=== Work task ===
Return all the lines below in which the string "names" appears.

=== Extracted entries ===
*** Block opens ***

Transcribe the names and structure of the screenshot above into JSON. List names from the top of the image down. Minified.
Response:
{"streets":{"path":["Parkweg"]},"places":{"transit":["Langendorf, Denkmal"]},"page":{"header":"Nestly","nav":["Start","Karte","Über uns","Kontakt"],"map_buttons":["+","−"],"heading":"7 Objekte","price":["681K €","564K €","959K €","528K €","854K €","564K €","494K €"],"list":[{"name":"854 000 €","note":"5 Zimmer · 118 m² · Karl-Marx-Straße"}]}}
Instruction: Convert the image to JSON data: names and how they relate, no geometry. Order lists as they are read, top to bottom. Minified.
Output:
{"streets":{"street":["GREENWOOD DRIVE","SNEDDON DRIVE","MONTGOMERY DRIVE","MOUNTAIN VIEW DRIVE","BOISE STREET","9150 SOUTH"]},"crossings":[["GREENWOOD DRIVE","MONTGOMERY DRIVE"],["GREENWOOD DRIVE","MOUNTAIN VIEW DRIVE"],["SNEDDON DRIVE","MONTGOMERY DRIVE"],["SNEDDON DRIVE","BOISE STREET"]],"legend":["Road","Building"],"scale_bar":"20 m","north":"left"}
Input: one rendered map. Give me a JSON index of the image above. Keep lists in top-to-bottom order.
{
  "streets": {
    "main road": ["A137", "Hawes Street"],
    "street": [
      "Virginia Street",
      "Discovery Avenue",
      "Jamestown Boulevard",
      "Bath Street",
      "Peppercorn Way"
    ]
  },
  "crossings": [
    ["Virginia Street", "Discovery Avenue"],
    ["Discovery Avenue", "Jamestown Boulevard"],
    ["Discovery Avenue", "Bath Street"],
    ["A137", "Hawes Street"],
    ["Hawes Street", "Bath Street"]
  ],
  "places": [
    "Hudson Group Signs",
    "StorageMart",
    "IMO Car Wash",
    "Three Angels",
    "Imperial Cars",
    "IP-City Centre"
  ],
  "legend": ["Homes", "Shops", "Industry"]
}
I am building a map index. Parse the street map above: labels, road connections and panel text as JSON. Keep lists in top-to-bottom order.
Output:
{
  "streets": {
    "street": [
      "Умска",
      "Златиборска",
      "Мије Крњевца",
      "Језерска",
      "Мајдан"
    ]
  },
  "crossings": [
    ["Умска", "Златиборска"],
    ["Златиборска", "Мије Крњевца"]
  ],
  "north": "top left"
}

*** Block closes ***

=== Completed exercise ===
Transcribe the names and structure of the screenshot above into JSON. List names from the top of the image down. Minified.
Instruction: Convert the image to JSON data: names and how they relate, no geometry. Order lists as they are read, top to bottom. Minified.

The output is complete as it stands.